Then puberty hit and my sexuality sort of developed around, melded with and re-enforced, my childhood experiences. Then whole dressing thing became intensely sexually charged, including a love of "kinky" fabrics such as latex and shiny PVC, for quite a few years. I identified as a fetish motivated crossdresser...which I now believe to be mistaken.

You see, I am now...er...of mature years. The raw sexual component has subsided somewhat, my dressing is less of a frenetic sexual rush, it is calmer and more integrated onto my psyche. Interestingly, my *need* to crossdress has not diminished, quite the reverse.
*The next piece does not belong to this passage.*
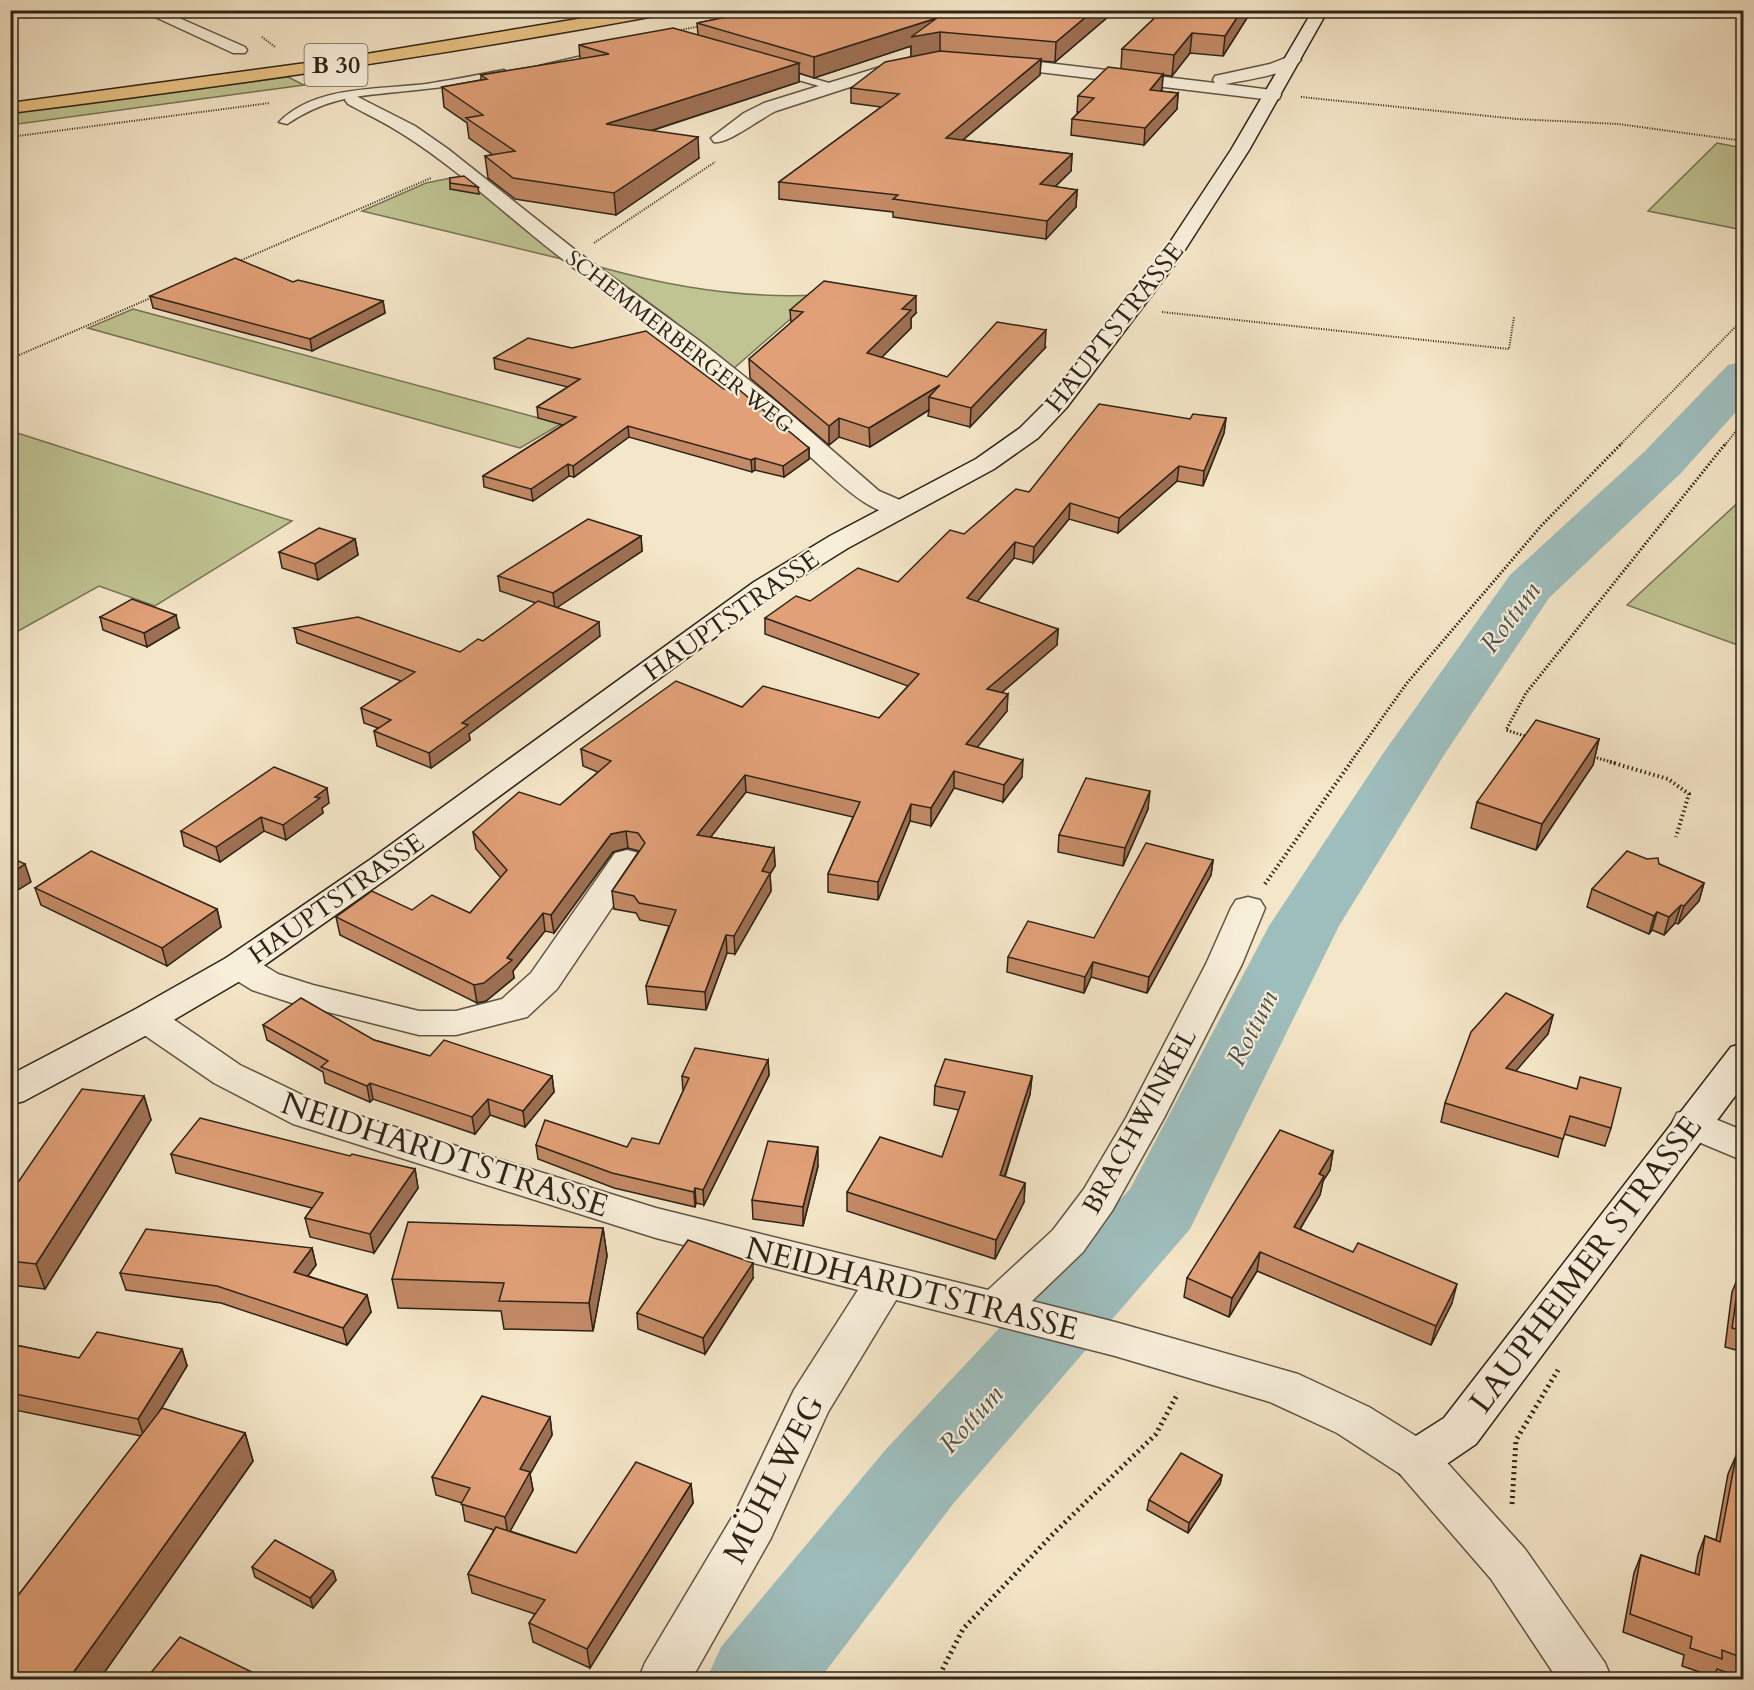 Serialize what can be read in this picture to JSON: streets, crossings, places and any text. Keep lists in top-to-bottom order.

It is just not so completely sexual any more.

My feelings about all of this....the need to express as a different gender from that assigned to us is with us from birth, long before we are sexually aware. I don't know the reason for this. Much later, the sexual component is overlaid onto this gender "difference" at puberty and the two meld together into something very powerful. This is the reason why many consider CD to be primarily a sexual activity. However, if the sexual component declines, for example with age, then the underlying gender component will still remain and may well become even stronger.
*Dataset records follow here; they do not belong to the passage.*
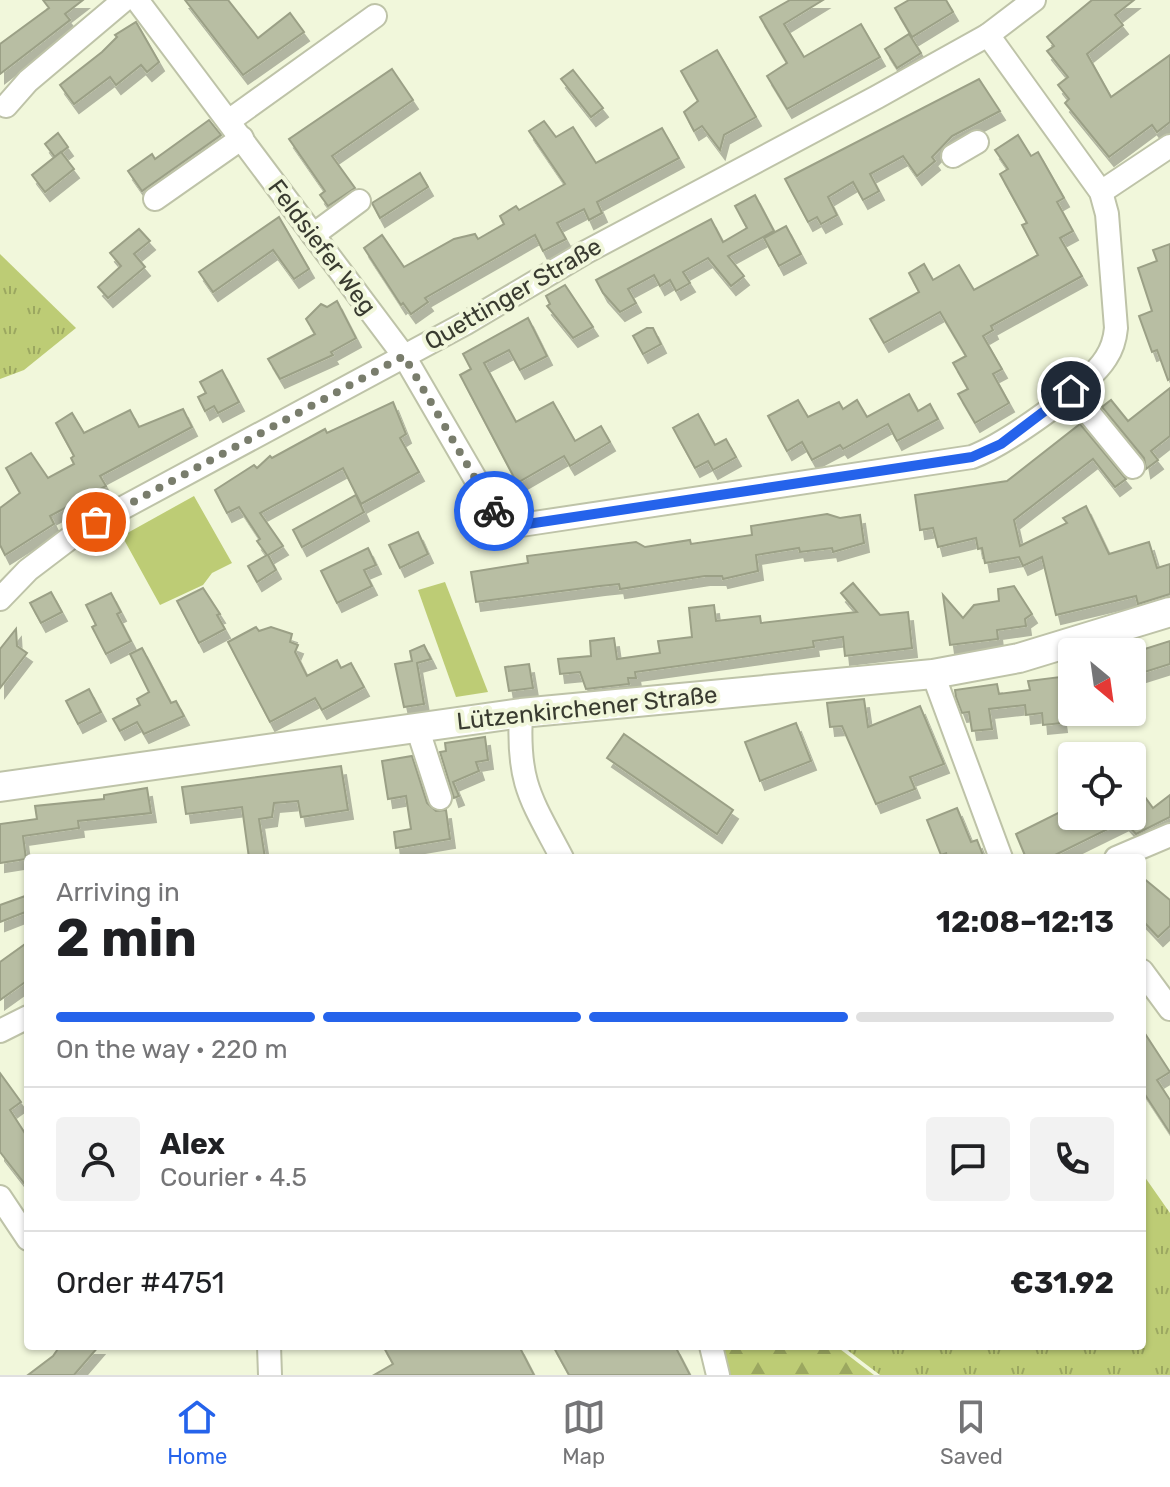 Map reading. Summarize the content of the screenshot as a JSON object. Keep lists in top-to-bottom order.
{
  "streets": {
    "main road": ["Lützenkirchener Straße"],
    "street": ["Feldsiefer Weg", "Quettinger Straße"]
  },
  "crossings": [
    ["Feldsiefer Weg", "Quettinger Straße"]
  ],
  "north": "bottom right",
  "page": {
    "heading": ["2 min", "Arriving in", "12:08–12:13"],
    "panel": [
      "Alex",
      "Courier · 4.5",
      "Order #4751",
      "€31.92"
    ],
    "bar": "On the way · 220 m",
    "tabs": ["Home", "Map", "Saved"]
  }
}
That is my take, based on my own life experiences. Others will be different. Put 100 different TG people together and you will find 100 different explanations for what we do and what we are.

SweetCaroline
06-14-2007, 07:56 AM
Like a lot of cross-dressers, I spent years trying to figure out "why". Why do I do this? Why am I like this?
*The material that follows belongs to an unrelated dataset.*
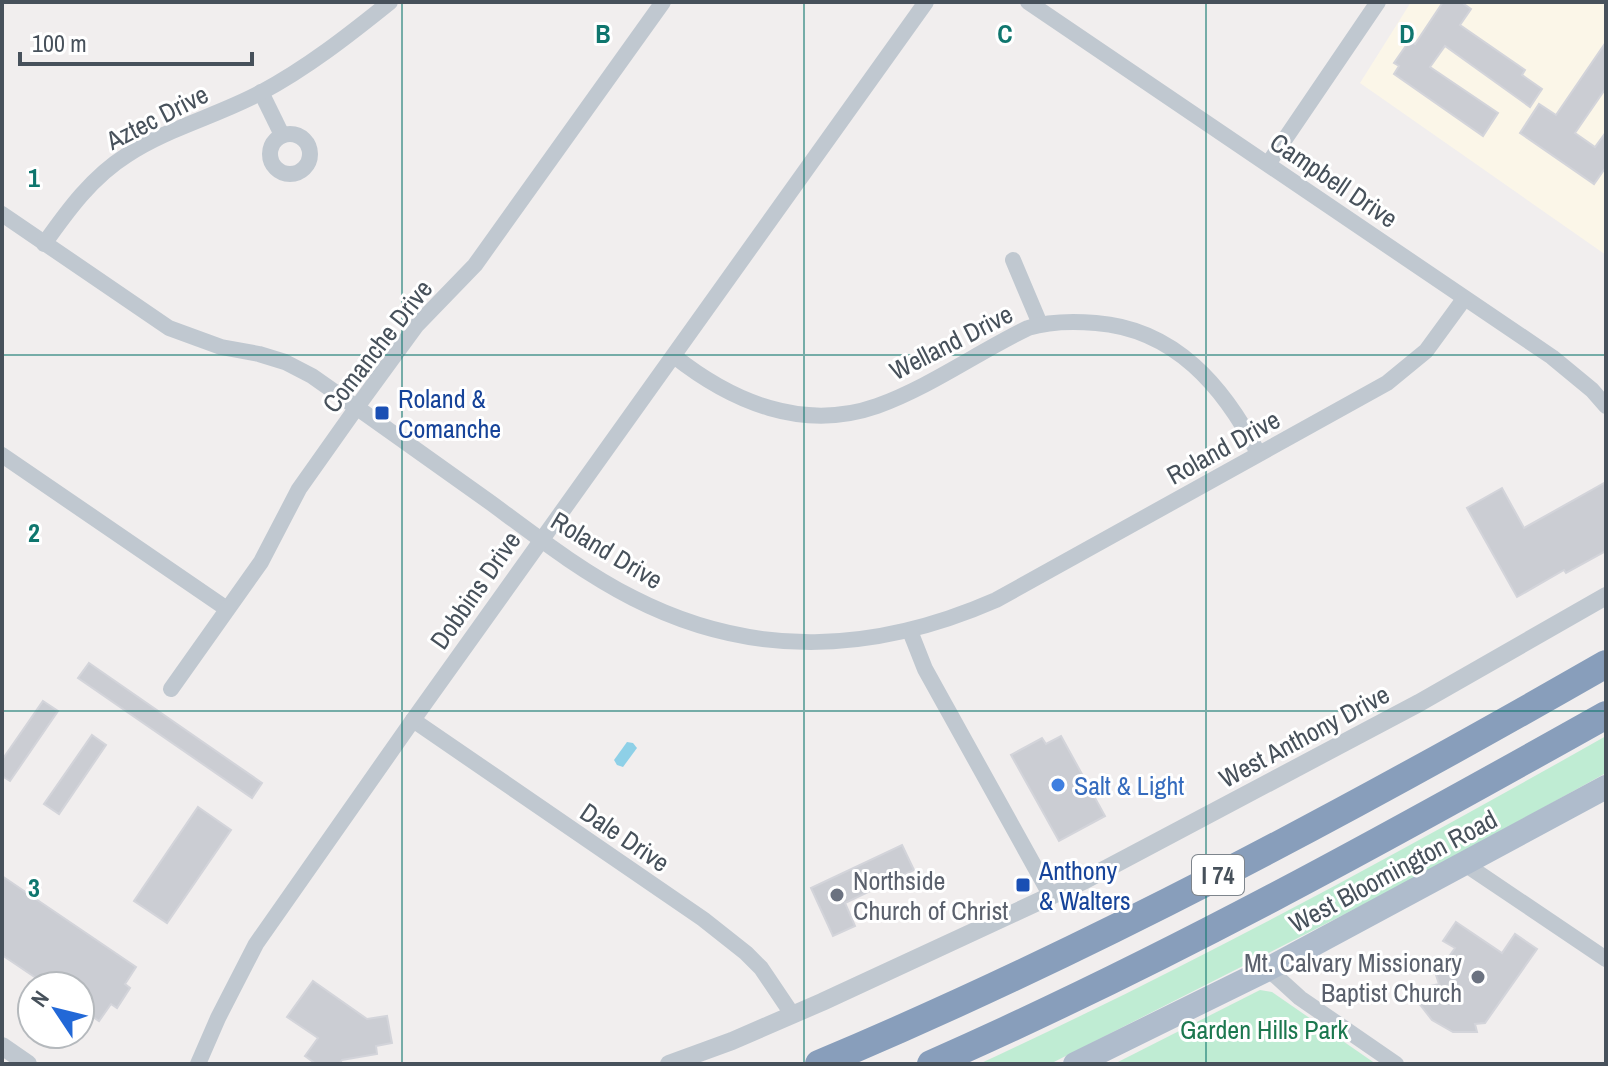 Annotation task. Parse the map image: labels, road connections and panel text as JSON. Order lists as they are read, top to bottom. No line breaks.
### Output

My first cross dressing experience happened when I was five. I put on my sister's night gown one Sunday morning and stood on a chair to entertain my two younger brothers. I don't know WHY I put on that night gown, I only know that I WANTED to put on that night gown. I felt different when I was wearing that night gown. No one forced me to put it on. I put it because I wanted to put it on. Though the years I continued to dress-up when ever I could, because I WANTED to. When ever I was alone, growing up, I headed straight for that closet.

WHY?
For me, I decided there is no other reason except that I like doing it.

Do others understand WHY?
Not always.

Do I understand WHY?
Heck no! And trust me I tried.

Is it a choice?
Who knows. It's part of who I am. It's not the only thing I do, or what I'm all about. Heck, I rarely do it anymore.

Will I do it again?
You bet.

Would I do it more often if I could, or if it were more socially acceptable?
LIKE HELL I would! LOL.

Well, sorry for the vent. That's just my take on it.:2c:

Wendy me
06-14-2007, 08:30 AM
you know i have spent way too much time in my life to try to understand or stop this cding thingy i do ... i can remember things back to when i was real young ... knowing that stolen moments or "found item" were not the right thing to do .... but why did it feel so wrong and so right at the same time???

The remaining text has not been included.